Quote Originally Posted by wicklundrh View Post
Riviera DPB big boards and yellow OR 10 releases. You can also jump up to OR 14 black or OR 19 orange for more tension.

Some issues with big boards is constant shuffling of lines. IE, you have 5 lines out one side. Number 2 goes off and catches a fish. You now have to shuffle lines 3, 4, and 5 out to get 2 back in the water. It takes time.

Another issue with shuffling. Not a huge issue if they all have a similar setback but a huge issue when you are running different baits at different depths and set backs.

Lastly, many guys use rubber bands on the main line to attach to the boards, fish hits and breaks the band. Not sure if a crappie would.
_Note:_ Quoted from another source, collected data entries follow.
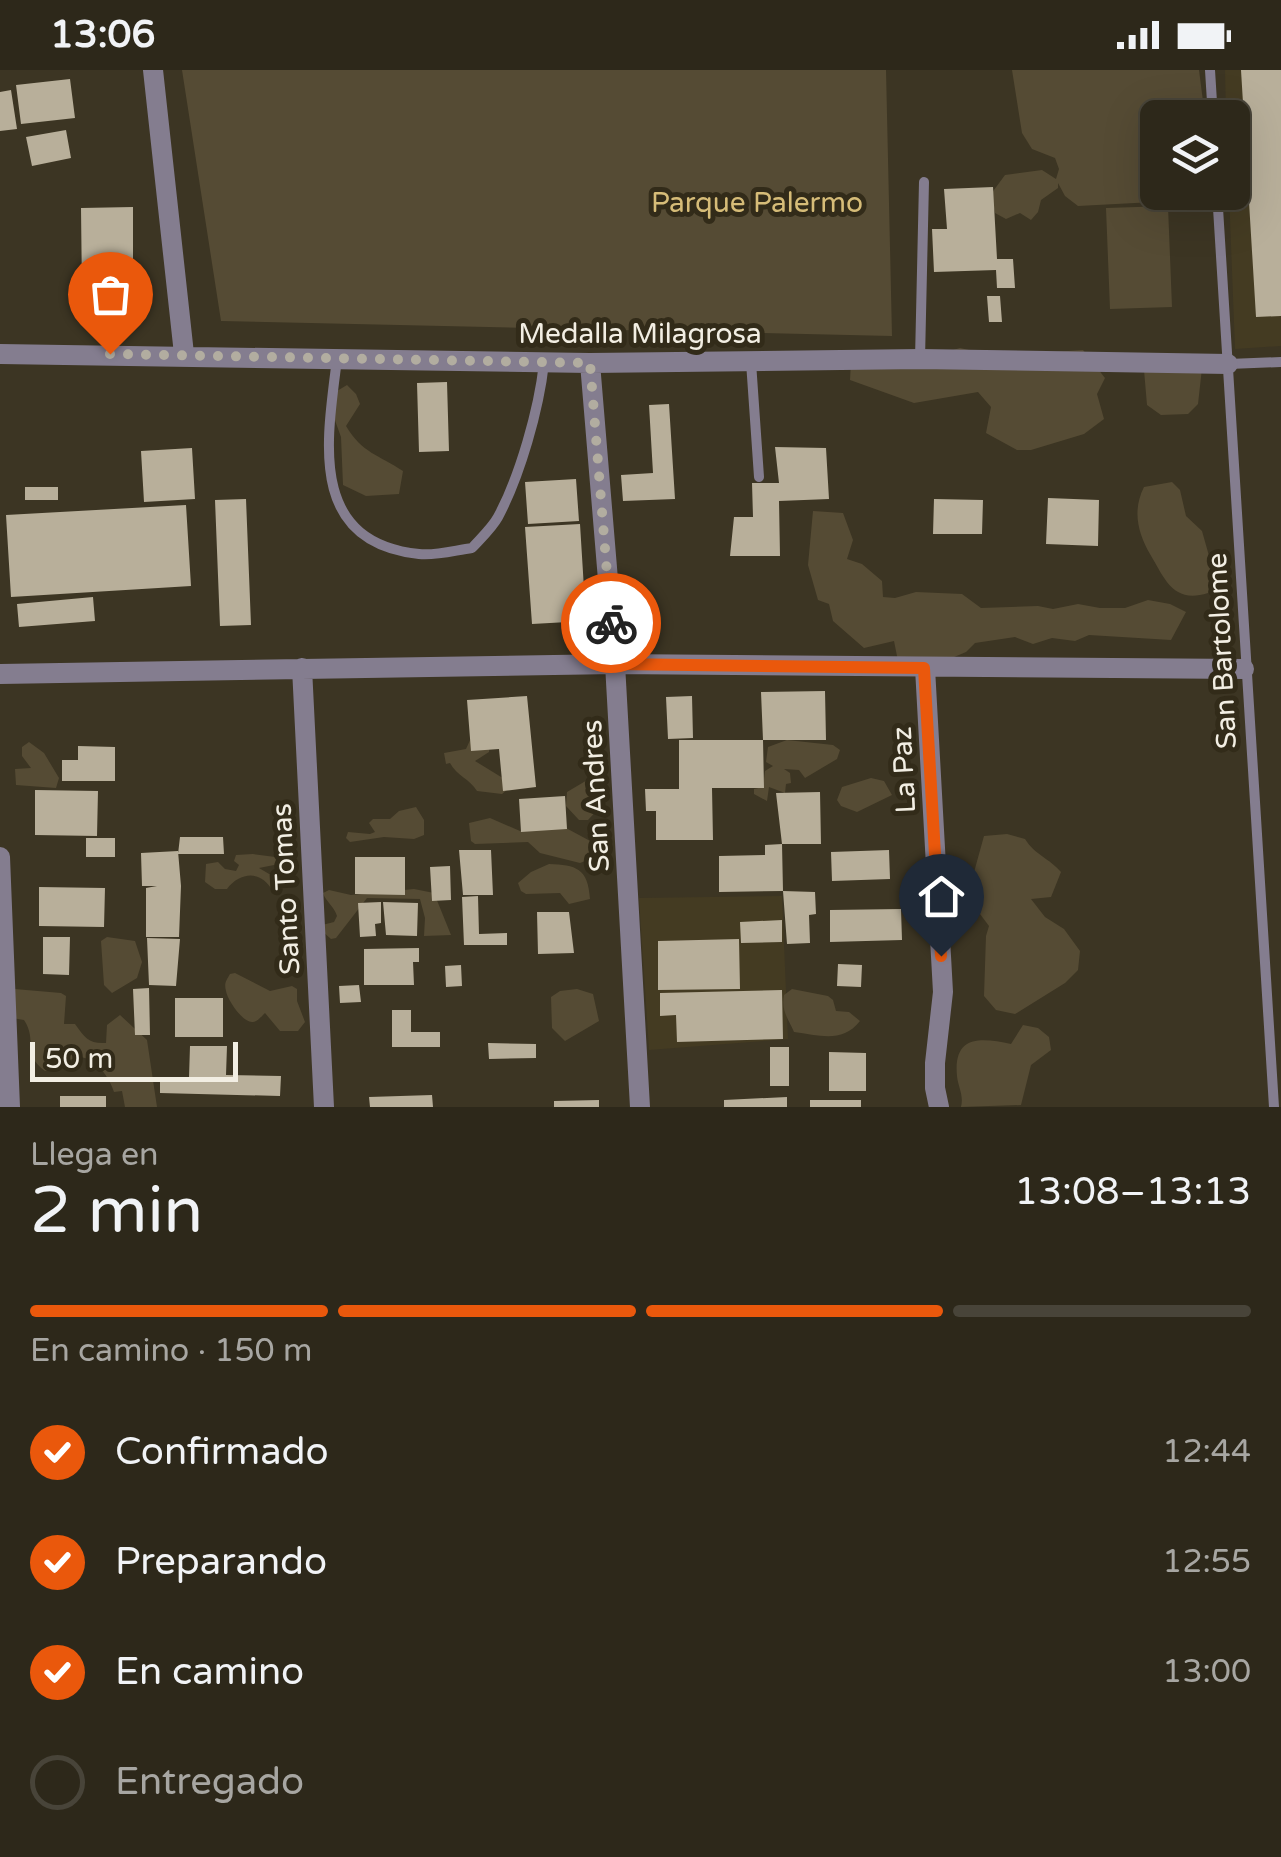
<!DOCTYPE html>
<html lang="es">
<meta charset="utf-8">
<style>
:root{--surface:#2d281a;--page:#393427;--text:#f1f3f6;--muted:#a7a6a2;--line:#484439;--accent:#ea580c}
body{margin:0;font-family:"Varela Round",sans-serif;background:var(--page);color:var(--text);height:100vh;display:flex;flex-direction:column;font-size:38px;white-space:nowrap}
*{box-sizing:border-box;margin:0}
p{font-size:32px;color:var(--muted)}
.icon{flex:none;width:55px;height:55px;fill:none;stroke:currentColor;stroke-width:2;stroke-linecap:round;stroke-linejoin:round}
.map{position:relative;height:1037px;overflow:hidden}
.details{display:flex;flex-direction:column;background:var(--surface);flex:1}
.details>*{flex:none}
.fabs{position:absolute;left:1140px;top:30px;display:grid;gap:20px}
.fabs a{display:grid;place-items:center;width:110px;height:110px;border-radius:15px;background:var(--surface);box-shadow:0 10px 40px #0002,0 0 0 2px var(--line);font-size:50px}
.scale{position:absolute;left:30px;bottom:25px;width:208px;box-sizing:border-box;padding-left:10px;border:5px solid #f2eee3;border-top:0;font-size:28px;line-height:35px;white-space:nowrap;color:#f2eee3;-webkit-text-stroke:8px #322b19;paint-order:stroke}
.pin{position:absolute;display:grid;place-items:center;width:85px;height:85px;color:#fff;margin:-102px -42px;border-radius:50% 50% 50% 0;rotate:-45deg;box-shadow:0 0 10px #0007}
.pin .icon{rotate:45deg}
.courier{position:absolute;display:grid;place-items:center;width:100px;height:100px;margin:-50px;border:8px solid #ea580c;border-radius:50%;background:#fff;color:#222;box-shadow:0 2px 12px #0007}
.head em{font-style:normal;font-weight:600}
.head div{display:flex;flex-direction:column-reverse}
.head{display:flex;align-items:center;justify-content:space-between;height:170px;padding:0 30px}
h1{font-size:65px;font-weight:600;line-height:75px}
.bar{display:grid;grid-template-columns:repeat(4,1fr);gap:15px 10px;align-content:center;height:120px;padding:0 30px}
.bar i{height:12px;border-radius:8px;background:var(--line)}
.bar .active{background:var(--accent)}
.bar p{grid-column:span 4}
ol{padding:0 30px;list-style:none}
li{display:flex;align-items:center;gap:30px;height:110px}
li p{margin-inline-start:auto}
li .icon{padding:10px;border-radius:50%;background:var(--accent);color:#fff;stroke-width:4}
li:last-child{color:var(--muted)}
li i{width:55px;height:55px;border:5px solid var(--line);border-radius:50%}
.status{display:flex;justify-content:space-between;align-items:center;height:70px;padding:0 50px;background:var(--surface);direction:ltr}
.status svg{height:28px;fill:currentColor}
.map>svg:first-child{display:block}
.built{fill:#443b22}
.green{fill:#554b34}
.building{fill:#b8af9a}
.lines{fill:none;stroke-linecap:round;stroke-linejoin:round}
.service{stroke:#847d8f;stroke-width:10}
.minor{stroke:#847d8f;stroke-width:20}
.done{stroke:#b2ada0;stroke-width:10;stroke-dasharray:0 18}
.route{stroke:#ea580c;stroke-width:12}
.labels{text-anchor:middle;stroke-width:10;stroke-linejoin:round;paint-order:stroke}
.park-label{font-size:28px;fill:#d6bc78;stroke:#322b19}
.street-label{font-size:28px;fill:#f2eee3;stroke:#322b19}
</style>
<div class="status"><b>13:06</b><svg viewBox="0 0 49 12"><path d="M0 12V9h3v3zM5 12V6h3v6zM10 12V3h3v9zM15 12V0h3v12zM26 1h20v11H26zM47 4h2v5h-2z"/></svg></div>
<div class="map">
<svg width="1281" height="1037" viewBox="0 0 1281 1037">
<rect width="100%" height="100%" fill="#3c3523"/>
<path class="built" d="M1225 0H1281V276L1235 279 1229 123 1232 122V48L1226 47Z
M782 826 788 969 649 980 639 828Z"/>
<path class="green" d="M182 0H886L892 266 221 251Z
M1012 0H1199L1205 47 1158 48V122L1200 123 1154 132 1078 136 1065 126 1058 113V118L1041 130 1038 142 1031 150 1020 143 1006 149 995 143 991 124 1005 105 1042 100 1056 109 1059 99 1055 88 1032 79 1022 63Z
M1168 136 1172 237 1110 239 1106 138Z
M960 278 996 286 1083 280 1105 308 1097 324 1104 349 1084 364 1031 380H1017L986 363 991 337 978 322 914 333 850 310 851 292 939 284Z
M1202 298 1198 334 1188 344 1161 345 1147 335 1144 300Z
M347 315 356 324 360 334 346 356C362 383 379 385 403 401L399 424 366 426 343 415 341 367 333 345 337 321Z
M1172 412 1180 420 1186 446 1202 461 1213 500 1208 523C1173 534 1165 509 1150 484 1138 463 1132 441 1144 417Z
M813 441 843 443 853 470 847 489 862 494 882 511 883 527 895 528 916 522 962 524 981 538 1038 536 1053 539 1078 534 1100 538H1125L1148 530 1170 534 1186 542 1171 570 1089 565 1075 571 1052 568 1033 574 1015 567 975 573 966 582 940 593 898 591 894 571 864 578 833 551 829 534 818 530 808 495Z
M471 668 490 669 489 682 475 691 506 710 509 718 502 724 477 721C470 709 457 706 450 693L446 694 444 683 466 679Z
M787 670 833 675 840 680 837 689 805 708 799 700 784 699 790 703 791 713 786 714 785 723 769 717 767 731 754 724V719L763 717 765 701 773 696 766 692 768 677Z
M29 672 44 683 59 708 56 718 16 715 15 699 31 698 22 686V677Z
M871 708 884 711 892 725 857 742 841 736 837 730 842 717Z
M589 709 600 721 602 735 588 750H579L566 736 567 722Z
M416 737 424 750V765L414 769 384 767 350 772 346 768 348 762 370 764 375 762 369 753 373 749H390L399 741Z
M490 748 520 761 566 758 592 772 596 787 580 793 540 783 528 772 475 774 471 771 469 753Z
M1007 764 1025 769C1035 785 1049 788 1061 802L1051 827 1031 829 1045 847 1064 859 1080 881 1078 900 1065 913 1015 944 996 940 984 926 986 866 989 856 974 836 971 813 984 766Z
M253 784 283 788 284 793 259 798 281 811 279 821 272 820C261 800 240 802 227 819H215L205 812 206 794 218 792 225 799 236 801 239 795 234 791 236 785Z
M549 794C576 795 588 798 590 829L569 834 560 823 526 824 521 821 518 813 531 802Z
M414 819 434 823 451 865 424 866 425 848 420 829 367 828 336 868 331 869 322 861V855L334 852 337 846C334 836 326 832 323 823L329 820 351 825Z
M107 867 135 871 142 892 137 908 112 923 104 915 101 871Z
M235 903 270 921 292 916 297 919V931L305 952 298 961H280L265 943C262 946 256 953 252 952 242 952 227 929 226 921 224 913 226 911 230 904Z
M3 918 61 923 66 926 64 954H75C85 968 89 974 106 973L107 955 120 945 147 970 157 1037H125L122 1021 114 1022C110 1008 93 983 75 988 63 992 58 1000 45 1001 21 983 38 971 24 950L12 948Z
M577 919 593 924 599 951 565 971 552 958 551 927 560 921Z
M792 919 828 926 833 930 836 941 849 942 860 951C842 974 819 965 794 962 788 948 781 941 784 925Z
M1023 955 1038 958 1049 967 1051 980 1031 995 1021 1035 961 1037C964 1025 958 1017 957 1006 953 964 982 968 1011 974Z"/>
<path class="building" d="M1241 0H1281V246L1256 247Z
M70 9 75 48 21 54 16 15Z
M11 20 17 59 0 61V22Z
M66 60 71 88 32 96 26 67Z
M993 117 997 189H1013L1015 218H997L996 200 934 202 932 159H947L944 119Z
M133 137V222H82L81 138Z
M987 226H1000L1002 252H989Z
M447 312 449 381 419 382 417 313Z
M669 334 675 429 623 431 621 405 653 403 649 335Z
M775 377 826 378 829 429 779 431 780 486H730L734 447H753L752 413H779Z
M192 378 195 429 144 432 141 381Z
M576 409 579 451 528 454 525 412Z
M25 417H58V430H25Z
M1048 428 1099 430 1098 476 1046 474Z
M246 429 251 555 220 556 215 430Z
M934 429 983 430 982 464H933Z
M186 435 191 516 11 527 6 445Z
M580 454 586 551 532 554 525 457Z
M93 527 95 551 19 557 17 534Z
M825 621 826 670H763L761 622Z
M527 626 536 717 503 721 499 679 471 681 467 630Z
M692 626 693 668 668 669 666 627Z
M679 670H763L764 718H712L713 770H656V741H646L645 719H679Z
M78 676 115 677V711H62V690H78Z
M35 720 98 721 97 766 35 765Z
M820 722 821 774H782L776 723Z
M565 726 567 759 521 762 519 729Z
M223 767 224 784H178L180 767Z
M86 768H115V787H86Z
M782 774 783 821 719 822V786L765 785V775Z
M459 780H491L493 825H463Z
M889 780 890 809 832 811 831 782Z
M178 781 181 816 179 867H146V818L157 816H142L141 783Z
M355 787H405V825L355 824Z
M450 796 451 830 432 831 430 797Z
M39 817 105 818 104 857 39 856Z
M783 821 815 822 816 844 809 845 810 873 787 874Z
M478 826 479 864 507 863V875H464L462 827Z
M381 832V853L375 854 376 866 360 867 358 833Z
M383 832 418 833 417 866 386 865Z
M901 839 902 870 830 872V840Z
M537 842H569L574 883 538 884Z
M782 850V872L741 873 740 852Z
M43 867H70L69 905 43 904Z
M147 868 180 869 176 916 149 915Z
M739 869 740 919 658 920V871Z
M419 878V892H413L414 915H364V879Z
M838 894 862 895 861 917 837 916Z
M461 895 462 916 446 917 445 896Z
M359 915 361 932 340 933 339 916Z
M149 918 150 965H135L133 919Z
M782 920 783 969 677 972 676 945 660 946V923Z
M175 928H223V967H175Z
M392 940H411V962H440V977H392Z
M488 973 536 974V988L489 989Z
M190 976H227L226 1005 281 1006 280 1026 160 1023V1008H189Z
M770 977H789V1016H770Z
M829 982 866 983V1021H829Z
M432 1025 433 1037H370L369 1027Z
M60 1026H106V1037H60Z
M787 1027V1037H724V1030Z
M599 1030V1037H554V1031Z
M810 1030H861V1037H810Z"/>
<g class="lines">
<path class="service" d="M1210 0 1213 48
M1217 122 1274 1037
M337 289C327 370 307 472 419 484 436 486 456 480 472 478 481 468 492 458 498 447 520 406 539 339 544 293
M920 289 924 112
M751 292 759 407
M1229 294 1281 292"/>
<path class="minor" d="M153 0 184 284
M0 284 590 293 920 289 1228 294
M590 293 615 594 640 1037
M302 598 324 1037
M925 598 943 922 935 993V1018L939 1037
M0 604 615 594 1244 599
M0 787 10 1037"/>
</g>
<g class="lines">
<path class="done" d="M110 284 590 293 611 553"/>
<path class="route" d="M611 553 615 594 924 598 941 886"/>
</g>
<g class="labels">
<g class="park-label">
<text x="757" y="142">Parque Palermo</text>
</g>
<g class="street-label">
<text x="640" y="273">Medalla Milagrosa</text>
<text transform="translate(1221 581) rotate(-93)" y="10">San Bartolome</text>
<text transform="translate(903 700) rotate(-93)" y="10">La Paz</text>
<text transform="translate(595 726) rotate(-93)" y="10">San Andres</text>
<text transform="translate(285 819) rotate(-93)" y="10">Santo Tomas</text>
</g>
</g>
</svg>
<div class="fabs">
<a><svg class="icon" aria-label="layers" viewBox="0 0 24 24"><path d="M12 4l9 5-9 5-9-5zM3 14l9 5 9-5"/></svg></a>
</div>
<div class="scale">50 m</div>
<div class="pin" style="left:110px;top:284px;background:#ea580c"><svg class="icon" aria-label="bag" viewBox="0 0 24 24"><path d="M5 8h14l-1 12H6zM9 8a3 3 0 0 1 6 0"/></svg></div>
<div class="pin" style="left:941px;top:886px;background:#1f2937"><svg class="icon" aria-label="home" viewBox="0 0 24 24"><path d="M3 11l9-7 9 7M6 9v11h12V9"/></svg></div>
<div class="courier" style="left:611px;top:553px"><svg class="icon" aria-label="bike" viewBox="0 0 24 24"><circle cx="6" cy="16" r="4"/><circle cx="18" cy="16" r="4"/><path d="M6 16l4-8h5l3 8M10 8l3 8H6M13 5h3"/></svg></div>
</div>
<section class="details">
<div class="head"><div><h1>2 min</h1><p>Llega en</p></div><em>13:08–13:13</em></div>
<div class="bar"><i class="active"></i><i class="active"></i><i class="active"></i><i></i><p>En camino · 150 m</p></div>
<ol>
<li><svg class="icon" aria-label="check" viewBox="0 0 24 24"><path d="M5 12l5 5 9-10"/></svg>Confirmado<p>12:44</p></li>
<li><svg class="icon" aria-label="check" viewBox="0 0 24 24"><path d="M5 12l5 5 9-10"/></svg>Preparando<p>12:55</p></li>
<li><svg class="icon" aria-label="check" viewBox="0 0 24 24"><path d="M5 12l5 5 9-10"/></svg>En camino<p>13:00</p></li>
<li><i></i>Entregado</li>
</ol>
</section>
The advantage to in line boards is you can trip one, pull it out of formation and put it back in the same spot without shuffling other boards. This is huge when one particular bait is catching fish at a desired setback and depth.

As a rule of thumb, our outside boards run the furthest setback. We might run, 90, 80, and 70 setback on one side and an 85, 75, 65 on the other. This allows our outer baits to clear our inner baits without tangle. Hard to pull off with big boards.

Big boards do excell in rough water, similar setbacks, pulling heavy lines, and diving style options like jets, dipsy divers, slide divers, and so on.

Sent from my SM-J320V using Crappie.com Fishing mobile app
Awesome info, thanks.
I too run my lines back the way you do, longest further out. Been using weights, kinda pushing and pulling at the same time and am not running near the line out to reach the depth. I don't really want to fool with a bunch of small boards and running the line on out you can spread out pretty good and not reeling to quick helps with not tangling allowing the fish to come to the top, crappie anyway, cats and whites can be a pain no matter your set up.